Au travers de leur filtre magique, nous ne résisterons pas au plaisir de plonger dans le monde d’Astor Piazzolla vu par eux, grâce à la version légère comme l’air de « Libertango » et à celle chargée d’émotion de « Oblivion », à revivre le film culte et un soupçon insolent « Les Valseuses », porté par la musique inoubliable de Stéphane Grappelli, alors que la reprise moderne et libérée de l’hymne « Caravan » de Juan Tizol et Duke Ellington, nous pousse à la promenade, sans destination précise, cheveux au vent et sourire aux lèvres.

Mais nos deux compères ont prouvé depuis longtemps la qualité de leur plume et l’attachement qu’ils ont pour certains souvenirs, même les plus lointains. Comme les notes l’indiquent, « A pied dans Paris » plonge Éric Séva dans « le rythme à trois temps de la valse » et les bals populaires où jouait jadis son père, ce dont il nous avait déjà parlé ici-même, lors d’une passionnante interview.
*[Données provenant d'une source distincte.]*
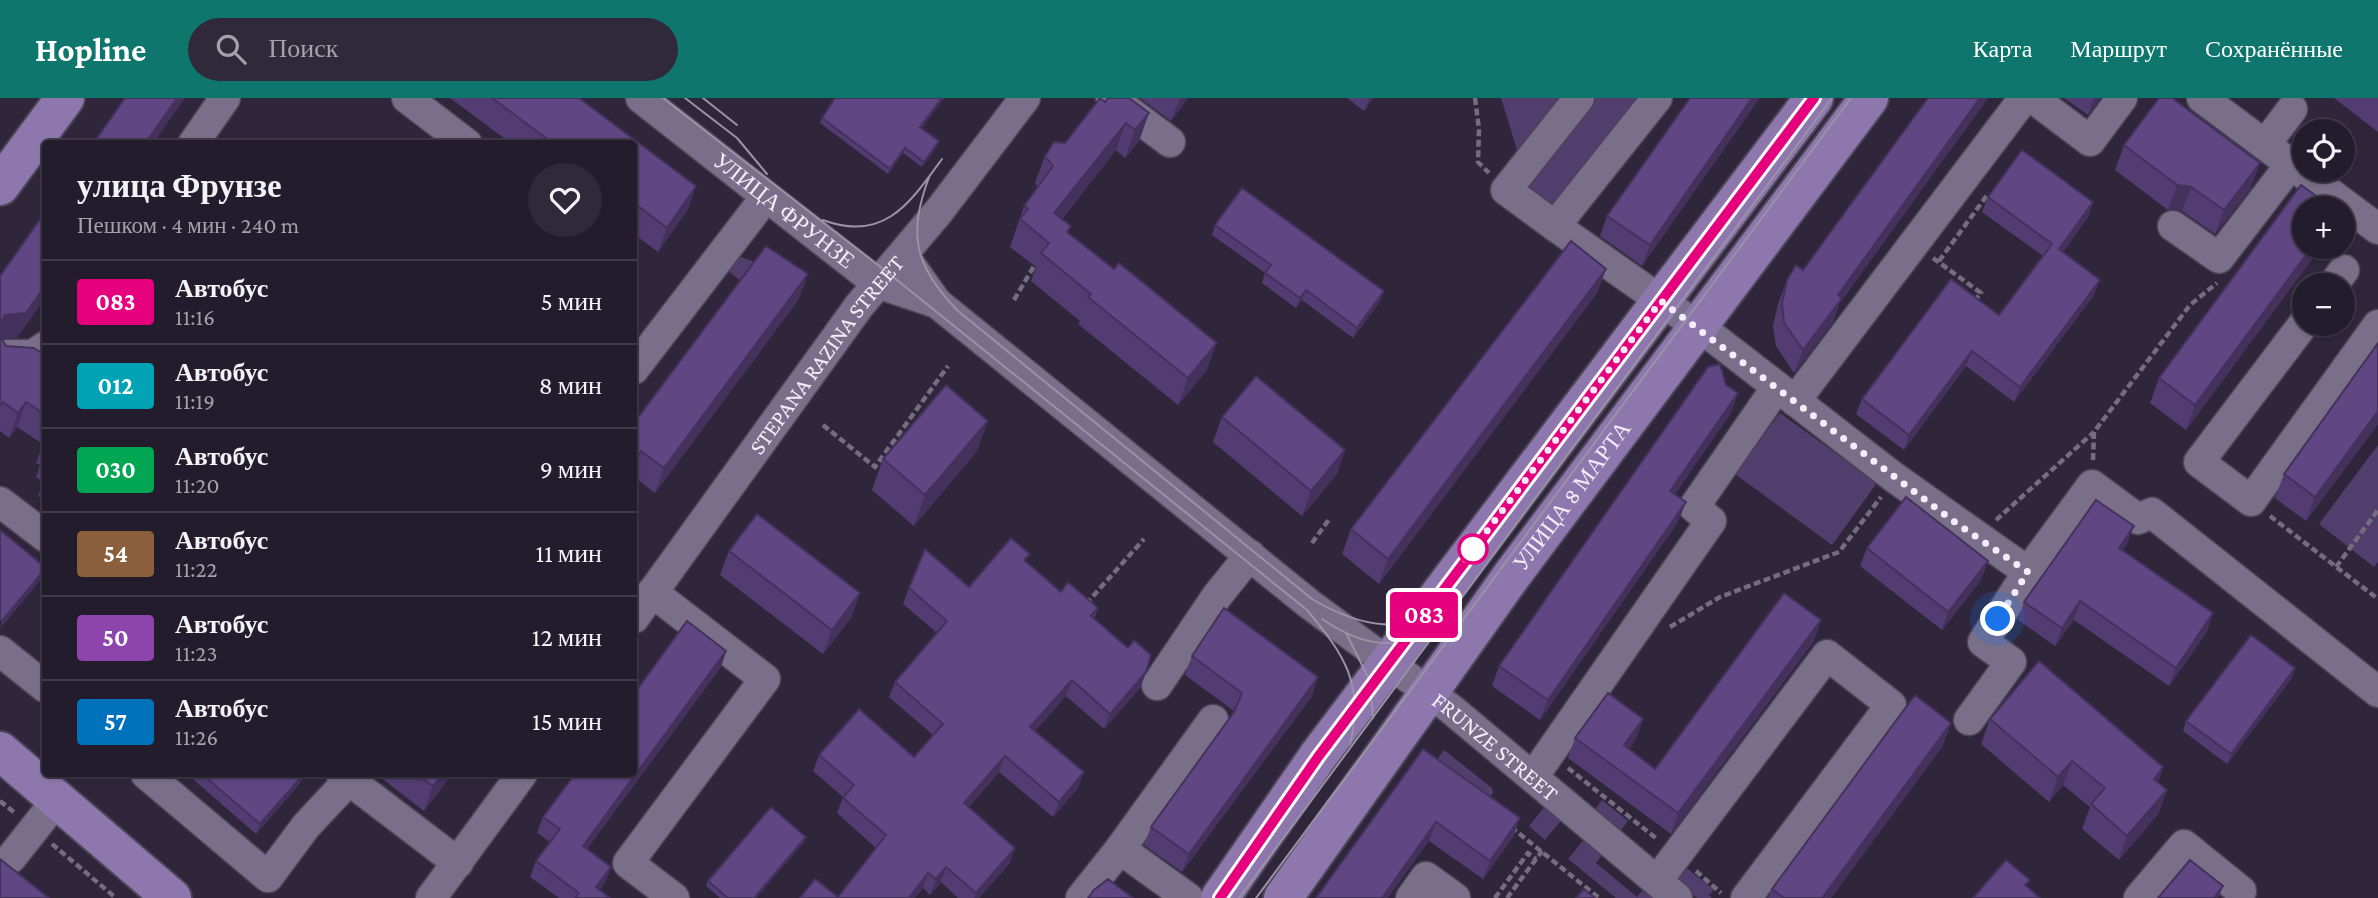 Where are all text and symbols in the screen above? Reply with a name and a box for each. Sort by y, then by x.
search box [188,18,678,81]
icon: search [212,30,250,68]
text: Hopline [35,31,146,68]
text: Поиск [268,34,338,63]
text: Карта [1973,35,2032,62]
text: Маршрут [2070,35,2167,62]
text: Сохранённые [2205,35,2343,62]
map controls [2292,119,2355,336]
button: locate [2292,119,2355,182]
street label: УЛИЦА ФРУНЗЕ [708,147,860,274]
button: heart [528,163,602,237]
text: улица Фрунзе [77,167,282,204]
button: + [2292,196,2355,259]
text: Пешком · 4 мин · 240 m [77,212,299,238]
street label: STEPANA RAZINA STREET [743,250,909,459]
button: − [2292,273,2355,336]
text: Автобус [175,274,268,303]
text: 5 мин [541,287,602,316]
text: 083 [95,288,136,315]
text: 11:16 [175,304,215,330]
text: Автобус [175,358,268,387]
text: 8 мин [539,371,602,400]
text: 012 [98,372,133,399]
text: 11:19 [175,388,215,414]
street label: УЛИЦА 8 МАРТА [1507,416,1636,575]
text: Автобус [175,442,268,471]
text: 9 мин [540,455,602,484]
text: 030 [95,456,136,483]
text: 11:20 [175,472,220,498]
text: Автобус [175,526,268,555]
unlabelled marker [1458,534,1488,564]
text: 11 мин [536,539,602,568]
text: 54 [103,540,128,567]
text: 11:22 [175,556,217,582]
line badge: 083 [1384,592,1464,638]
text: 083 [1404,601,1444,628]
your location [1980,601,2015,636]
text: Автобус [175,610,268,639]
text: 12 мин [532,623,602,652]
text: 50 [102,624,129,651]
text: 11:23 [175,640,217,666]
street label: FRUNZE STREET [1427,687,1564,807]
text: Автобус [175,694,268,723]
text: 15 мин [532,707,602,736]
text: 57 [104,708,127,735]
text: 11:26 [175,724,218,750] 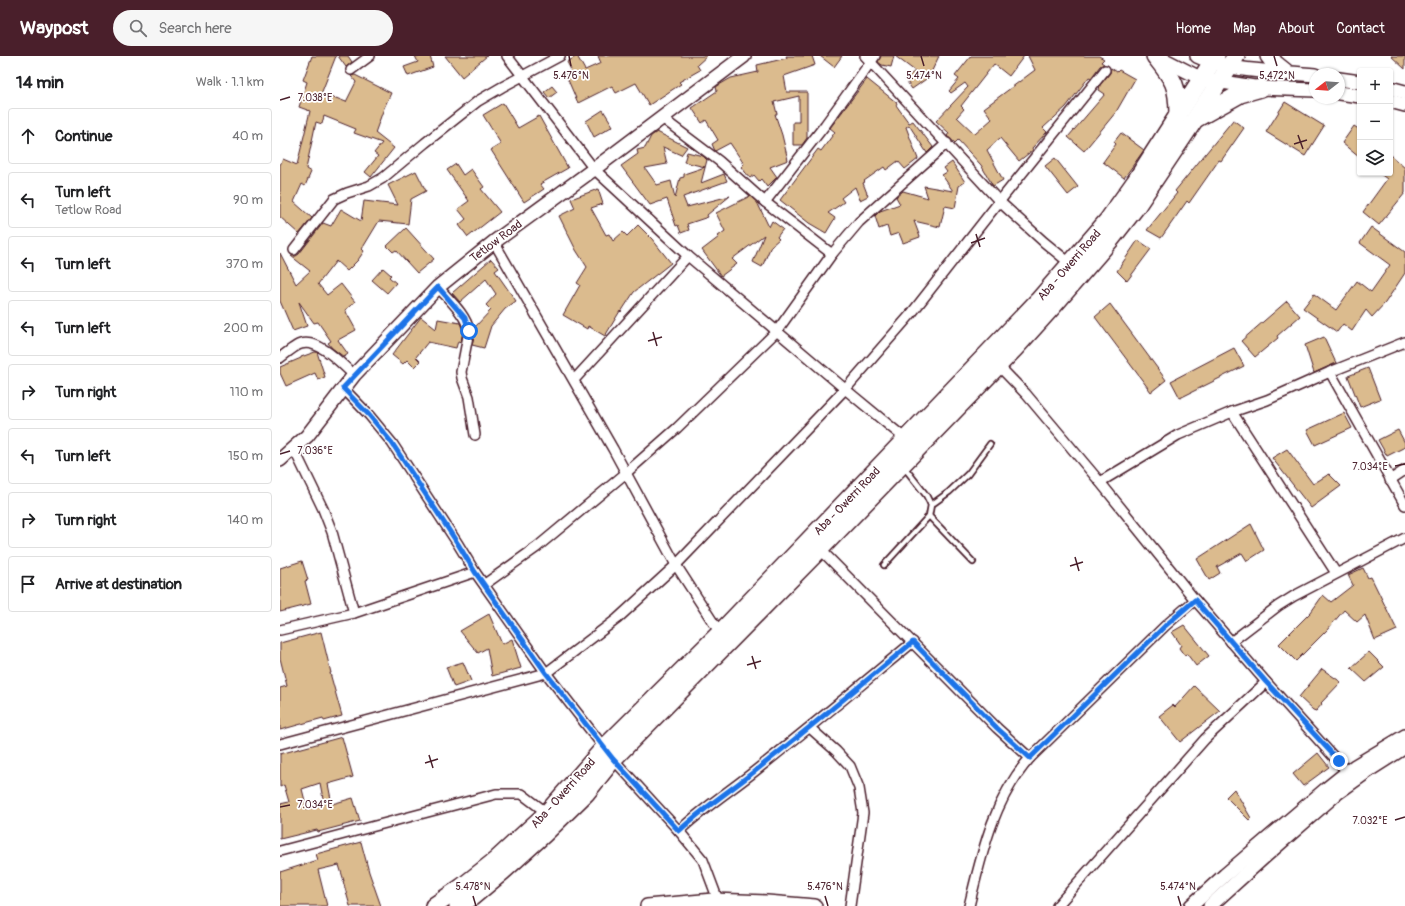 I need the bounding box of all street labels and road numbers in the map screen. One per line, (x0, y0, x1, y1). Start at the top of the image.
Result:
street label: Tetlow Road (467, 217, 525, 266)
street label: Aba - Owerri Road (1034, 227, 1104, 304)
street label: Aba - Owerri Road (811, 464, 884, 539)
street label: Aba - Owerri Road (528, 755, 599, 832) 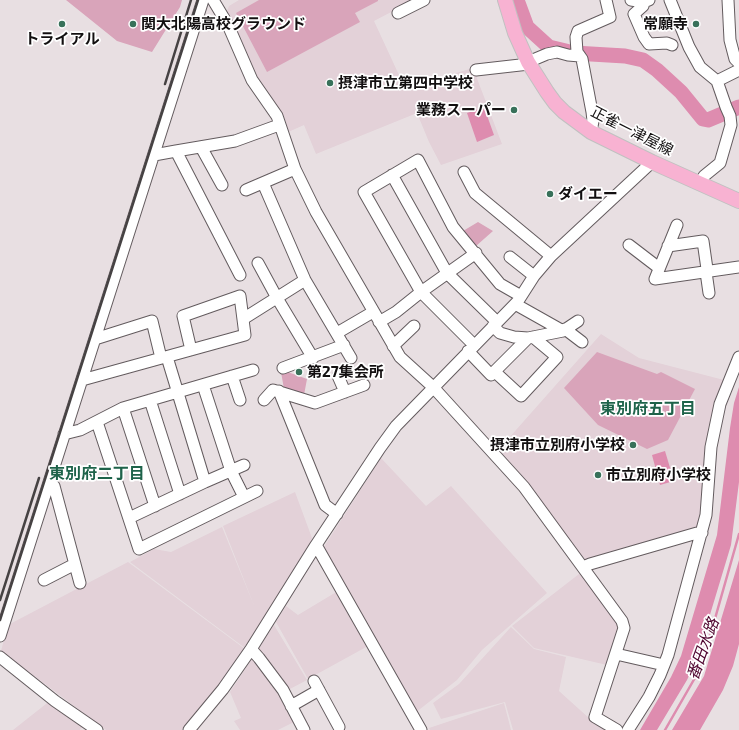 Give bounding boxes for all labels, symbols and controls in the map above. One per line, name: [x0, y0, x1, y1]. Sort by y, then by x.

Autre évocation intime avec « Luz d’Eus », clin d’œil à ce « nid » des Pyrénées Orientales qu’il aime tant. Enfin, nous serons tout autant émus par la spiritualité gnawa à laquelle a pensé Daniel Zimmermann en écrivant « Méditation profane », où en écoutant le tendre « Mademoiselle », dédié à sa petite Angèle. Sachez qu’ils ont écrits de petits textes éclairants, à découvrir à l’intérieur de la pochette, de même que les superbes mots de Laurent de Wilde.

L’harmonie qui lie ces deux hommes est belle, sincère et porteuse d’un espoir pacifique. Leur musique coule comme une rivière dont les flots scintillent au soleil, ou mieux, comme un rayon lumineux alignant les deux étoiles qu’ils sont, et tendant entre eux le fil vital qui a permis à ce beau disque d’exister. Merci messieurs !

Par Dom Imonk

Chez Les Z’Arts de Garonne/L’Autre Distribution

https://www.facebook.com/eric.seva.1


Looking Up Quartet –  Steps 

Benoit Arveiler (saxophones alto et soprano), Antoine Tabarin (claviers), Philippe Kudra (basse électrique) et Yaël Mothes (batterie)

Looking Up quartet est un groupe bordelais de jazz fusion qui s’approprie et réinterprète l des titres de Billy Cobham, Miles Davis, Herbie Hancock, David Sanborn, Yelow Jackets, Larry Carlton…

L’album EP « Steps » est sorti récemment, lien au bas de l’article. 

Looking Up propose en effet actuellement un répertoire « Tribute to Steps Ahead » groupe mythique fondé par le vibraphoniste Mike Mainieri à la fin des années 70.

Le groupe est intéressant car le jazz fusion de qualité se fait rare dans notre région depuis le demi sommeil de Post Image par exemple. Sur une rythmique assez musclée liée à ce type de jazz, saxophone, clavier et vibraphone tissent des mélodies éclairantes. On perçoit les influences par quelques citations clins d’œil bien senties lors de chorus. Un groupe qui mérite d’être programmé davantage, les amateurs de ce genre de jazz électrique restant nombreux et le public jeune pouvant être intéressé par cette éternelle modernité.